A function is a relation with discipline

Last node: a relation on $A$ is a subset of pairs. A function is a relation $f$ from a set $A$ to a set $B$ — a subset of $A \times B$ — that obeys two rules, no exceptions:

Total: every input gets an output. For every $a \in A$ , there is some $b \in B$ with $(a, b) \in f$ . Nobody in $A$ is left unmapped.
Single-valued: every input gets exactly one output. If $(a, b) \in f$ and $(a, b') \in f$ , then $b = b'$ . No input maps to two places.

Together: every element of $A$ is assigned one and only one element of $B$ . We write $f : A \to B$ , and $f(a) = b$ means $(a, b) \in f$ . That's the whole definition — no formula required. A function is a set of input-output pairs with the discipline that each input shows up exactly once. Nothing more, nothing less, no exceptions.

A formula like $f(x) = x^2$ is just one convenient way to specify which pairs are in $f$ . But the function is the set of pairs $\{(x, x^2) \mid x \in A\}$ , not the squiggle " $x^2$ ". The squiggle is not the thing — same fucking lesson as when we built numbers, and you'll keep hearing it until it's reflexive.

Domain, codomain, image — declared versus earned

Three sets travel with every function, and confusing them is a rite of passage you should skip.

Domain = $A$ , the set of all legal inputs. Every element of $A$ must get used (totality).
Codomain = $B$ , the declared set of possible outputs. You announce it when you write $f : A \to B$ .
Image (or range) = the set of outputs that actually get hit: $\operatorname{im}(f) = \{\, f(a) \mid a \in A \,\} \subseteq B$ .
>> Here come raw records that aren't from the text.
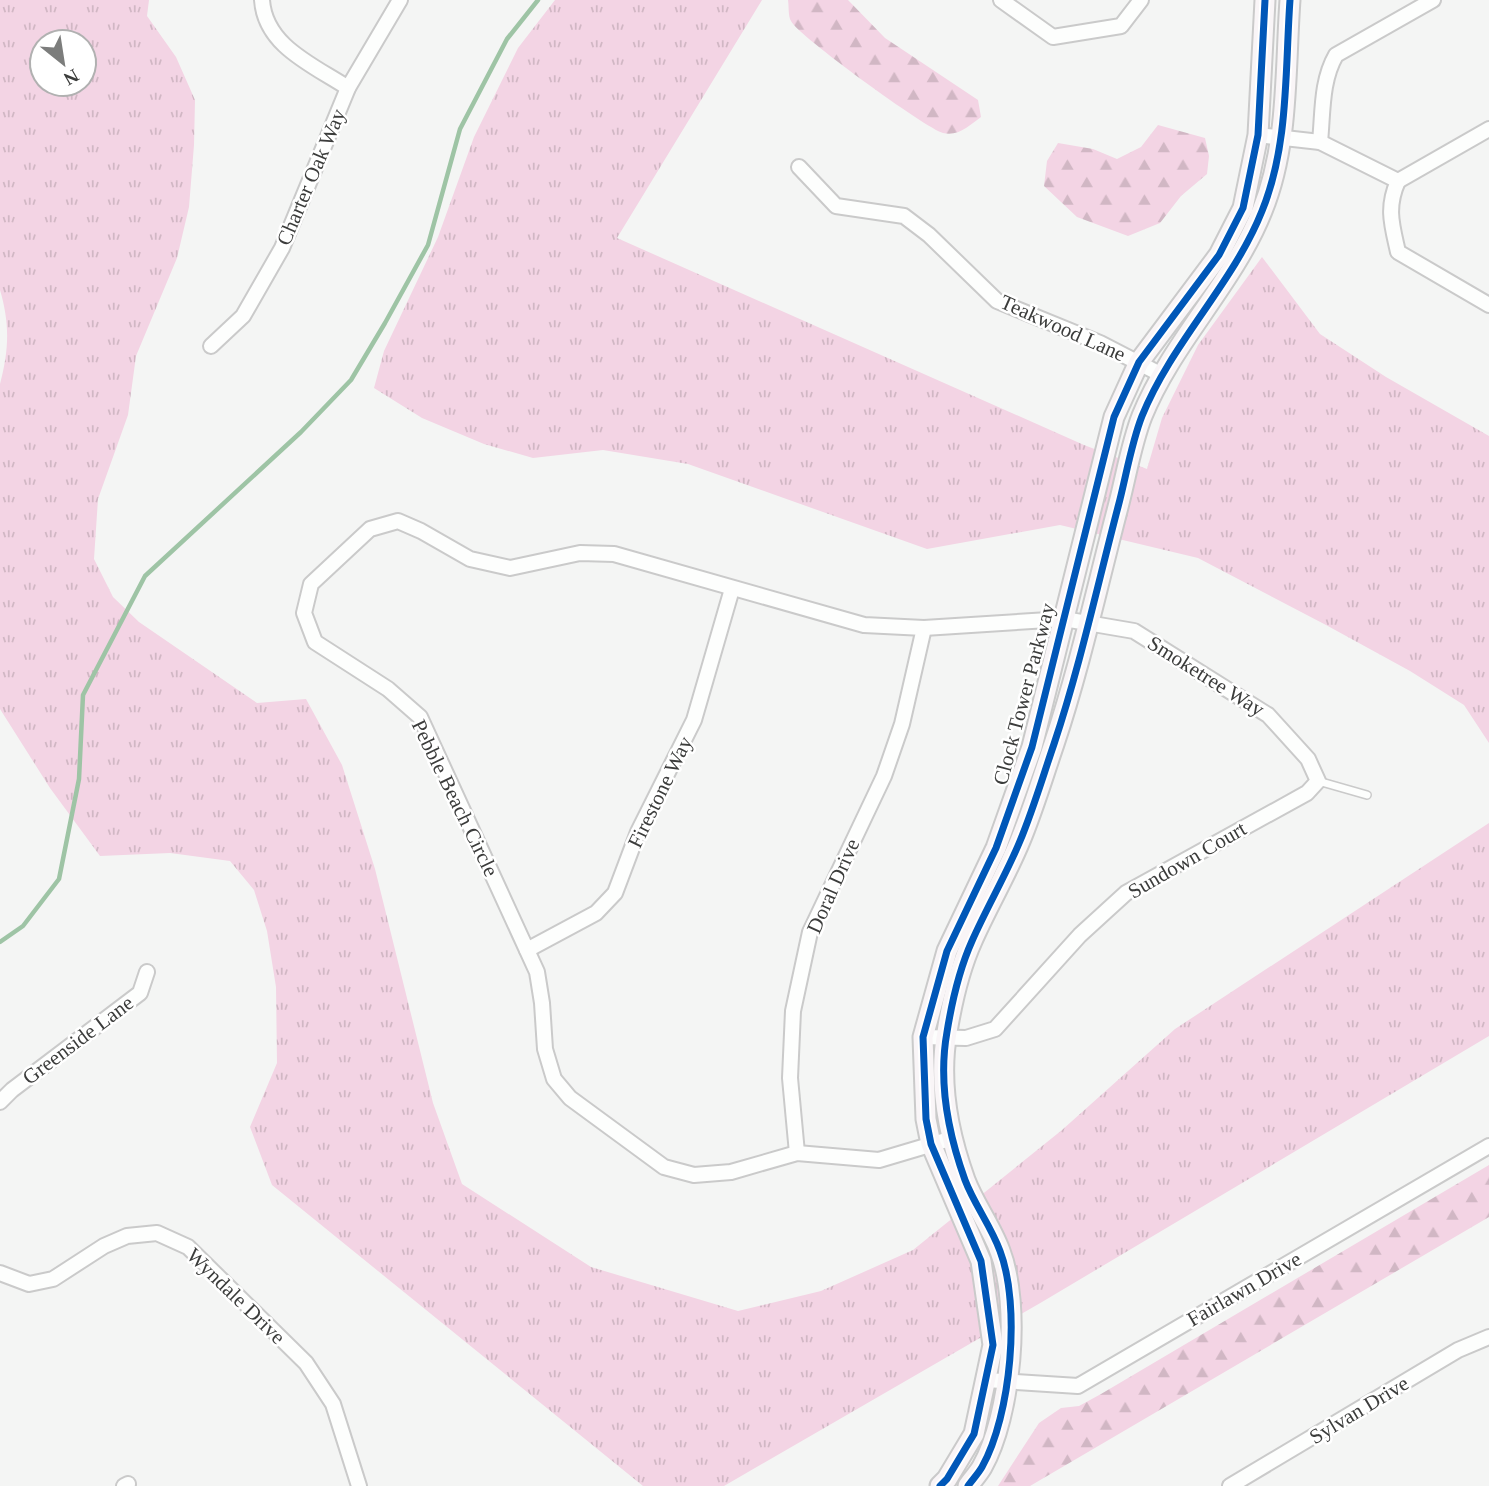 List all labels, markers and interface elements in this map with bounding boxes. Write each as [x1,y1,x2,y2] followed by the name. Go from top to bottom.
[28,28,98,98] north arrow
[60,65,82,90] text: N
[271,105,351,249] street label: Charter Oak Way
[997,290,1129,366] street label: Teakwood Lane
[988,600,1060,787] street label: Clock Tower Parkway
[1143,631,1269,722] street label: Smoketree Way
[407,716,503,880] street label: Pebble Beach Circle
[623,732,698,852] street label: Firestone Way
[1124,816,1250,904] street label: Sundown Court
[802,835,864,937] street label: Doral Drive
[18,991,138,1089] street label: Greenside Lane
[182,1243,290,1349] street label: Wyndale Drive
[1183,1247,1305,1331] street label: Fairlawn Drive
[1305,1371,1413,1449] street label: Sylvan Drive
The crucial distinction: the codomain is declared; the image is earned. When you write $f : \mathbb{R} \to \mathbb{R},\ f(x) = x^2$ , you declared the codomain to be all of $\mathbb{R}$ . But the image is only $[0, \infty)$ — no negative number is ever an output of squaring. The codomain is a promise about where outputs might land; the image is the truth about where they do land. Always $\operatorname{im}(f) \subseteq B$ , and often the containment is strict. That gap between declared and earned is exactly where the next lesson's theorems live.

The vertical line test, unmasked

Here's a "rule" you were handed in school with no explanation: a graph is a function iff every vertical line hits it at most once. Why? Because the vertical line test is just "single-valued" in graph clothing.
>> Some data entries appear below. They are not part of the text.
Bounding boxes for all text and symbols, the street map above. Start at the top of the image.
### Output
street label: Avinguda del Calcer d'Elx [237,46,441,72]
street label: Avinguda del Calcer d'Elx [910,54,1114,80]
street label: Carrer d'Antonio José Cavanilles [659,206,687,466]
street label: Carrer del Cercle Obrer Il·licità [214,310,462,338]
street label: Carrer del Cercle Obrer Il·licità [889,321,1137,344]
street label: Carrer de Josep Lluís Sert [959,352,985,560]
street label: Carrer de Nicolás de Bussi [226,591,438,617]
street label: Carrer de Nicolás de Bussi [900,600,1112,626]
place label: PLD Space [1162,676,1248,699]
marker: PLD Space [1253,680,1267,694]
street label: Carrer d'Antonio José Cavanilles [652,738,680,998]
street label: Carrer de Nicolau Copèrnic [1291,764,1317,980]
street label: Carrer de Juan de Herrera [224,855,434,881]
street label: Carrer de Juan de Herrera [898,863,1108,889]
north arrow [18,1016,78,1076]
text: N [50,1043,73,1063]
A graph lives in $A \times B$ — it's literally the set of pairs $(a, f(a))$ . A vertical line is "all points with first coordinate $a$ ". If that line hit the graph at two points $(a, b)$ and $(a, b')$ with $b \ne b'$ , then the input $a$ would map to two outputs — violating single-valuedness. So "at most one hit per vertical line" is the single-valued rule, drawn. (And for totality, every vertical line over the domain must hit at least once.) Not a magic rule — a picture of the definition.
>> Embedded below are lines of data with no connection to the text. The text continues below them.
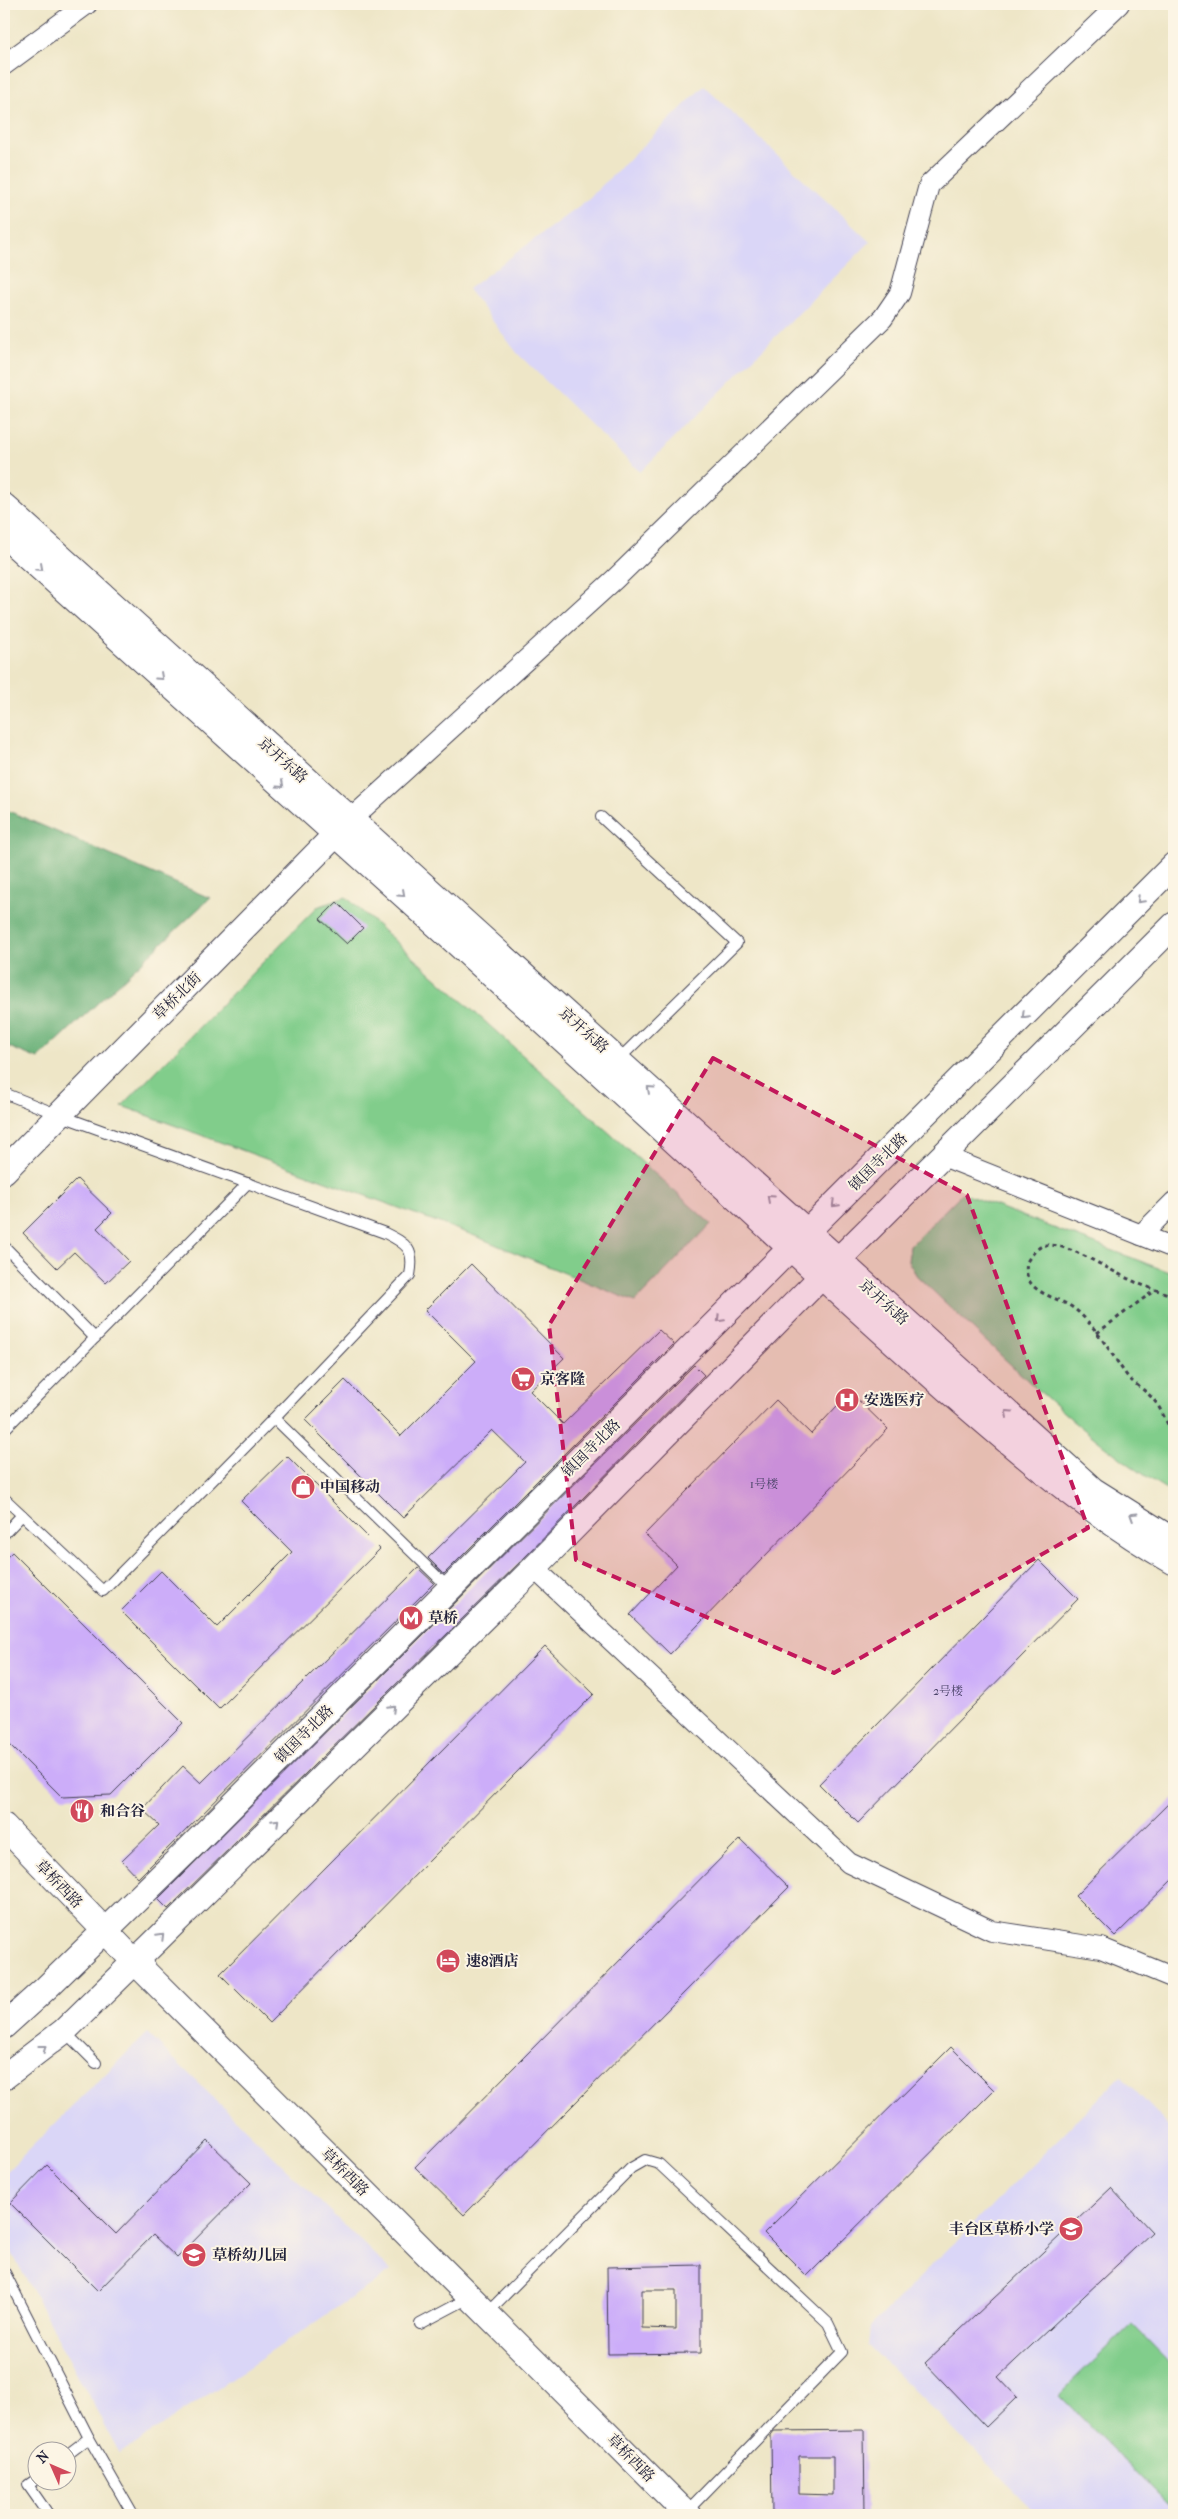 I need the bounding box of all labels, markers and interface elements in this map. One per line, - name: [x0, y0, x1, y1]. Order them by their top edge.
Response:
- one-way arrow: [34, 562, 43, 571]
- one-way arrow: [155, 671, 164, 680]
- street label: 京开东路: [255, 733, 311, 787]
- one-way arrow: [276, 780, 285, 789]
- one-way arrow: [396, 888, 405, 897]
- one-way arrow: [1137, 894, 1146, 903]
- street label: 草桥北街: [149, 968, 205, 1024]
- street label: 京开东路: [556, 1003, 612, 1057]
- one-way arrow: [1022, 1009, 1031, 1018]
- one-way arrow: [646, 1086, 655, 1095]
- street label: 镇国寺北路: [845, 1129, 911, 1195]
- one-way arrow: [767, 1195, 776, 1204]
- one-way arrow: [832, 1198, 841, 1207]
- street label: 京开东路: [856, 1275, 912, 1329]
- one-way arrow: [717, 1313, 726, 1322]
- supermarket icon: 京客隆: [510, 1366, 536, 1392]
- place label: 京客隆: [540, 1370, 585, 1388]
- hospital icon: 安选医疗: [834, 1387, 860, 1413]
- place label: 安选医疗: [864, 1391, 924, 1409]
- one-way arrow: [1004, 1410, 1013, 1419]
- street label: 镇国寺北路: [558, 1415, 624, 1481]
- shop icon: 中国移动: [290, 1474, 316, 1500]
- house number: 1号楼: [750, 1477, 778, 1491]
- place label: 中国移动: [320, 1478, 380, 1496]
- one-way arrow: [1129, 1512, 1138, 1522]
- metro station icon: 草桥: [398, 1605, 424, 1631]
- place label: 草桥: [428, 1609, 458, 1627]
- house number: 2号楼: [933, 1684, 963, 1698]
- street label: 镇国寺北路: [271, 1701, 337, 1767]
- one-way arrow: [386, 1705, 395, 1714]
- restaurant icon: 和合谷: [69, 1798, 95, 1824]
- place label: 和合谷: [100, 1802, 145, 1820]
- one-way arrow: [271, 1819, 280, 1828]
- street label: 草桥西路: [32, 1856, 86, 1912]
- one-way arrow: [155, 1933, 164, 1942]
- hotel icon: 速8酒店: [435, 1948, 461, 1974]
- place label: 速8酒店: [466, 1952, 519, 1970]
- one-way arrow: [37, 2045, 46, 2054]
- street label: 草桥西路: [317, 2144, 373, 2200]
- school or university icon: 丰台区草桥小学: [1058, 2216, 1084, 2242]
- place label: 丰台区草桥小学: [949, 2220, 1054, 2238]
- school or university icon: 草桥幼儿园: [181, 2242, 207, 2268]
- place label: 草桥幼儿园: [212, 2246, 287, 2264]
- street label: 草桥西路: [603, 2430, 659, 2486]
- north arrow: [28, 2442, 78, 2492]
- text: N: [33, 2447, 53, 2467]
Well-defined: the word that separates pros from amateurs

Now the deep one, and the real reason this lesson exists. Sometimes a "rule" for a function secretly depends on how you wrote the input, not on the input itself. When that happens, the rule might not even be a function — it's just a process that produces different answers depending on how you dress up the question. You must check that it's well-defined, and most textbooks skip this check entirely, which is why graduates of those programs get eaten alive when they hit quotient spaces.

The danger zone is defining functions on equivalence classes (from the last node — fractions, integers mod $n$ ). An equivalence class has many names: the rational $\tfrac{1}{2}$ is also $\tfrac{2}{4}$ is also $\tfrac{3}{6}$ . If you define a function by picking a representative and computing with it, you'd better get the same answer no matter which representative you grab — otherwise your "function" gives different outputs for the same input, violating single-valuedness.

Example of a rule that FAILS. Try to define $g\big(\tfrac{a}{b}\big) = a + b$ on the rationals. Test it on the same number written two ways: $g\!\left(\tfrac{1}{2}\right) = 1 + 2 = 3, \qquad g\!\left(\tfrac{2}{4}\right) = 2 + 4 = 6.$ But $\tfrac{1}{2} = \tfrac{2}{4}$ — the same input! The rule spat out $3$ and $6$ for one number. Not well-defined, not a function. It depended on the representation, not the value.

Example that SUCCEEDS. Define $h\big(\tfrac{a}{b}\big) = \tfrac{a}{b} + 1$ . On $\tfrac{1}{2}$ : get $\tfrac{3}{2}$ . On $\tfrac{2}{4}$ : get $\tfrac{2}{4} + 1 = \tfrac{6}{4} = \tfrac{3}{2}$ . Same answer. It only used the value, so it's well-defined. The lesson: whenever a function's inputs have multiple names, prove that different names give the same output before you call it a function. Pros check; amateurs get burned — and they don't even know they're burned until two lessons later when everything mysteriously explodes.

Three views, one object

Finally, the same function wears three costumes, and fluency means switching between them without thinking:

As a machine: feed in $a$ , the box does something, $f(a)$ comes out. Great for intuition.
As a graph: the set of points $(a, f(a))$ plotted in $A \times B$ . Great for seeing behavior.
As a set of pairs: $f = \{(a, f(a)) \mid a \in A\} \subseteq A \times B$ . The actual definition — great for proofs.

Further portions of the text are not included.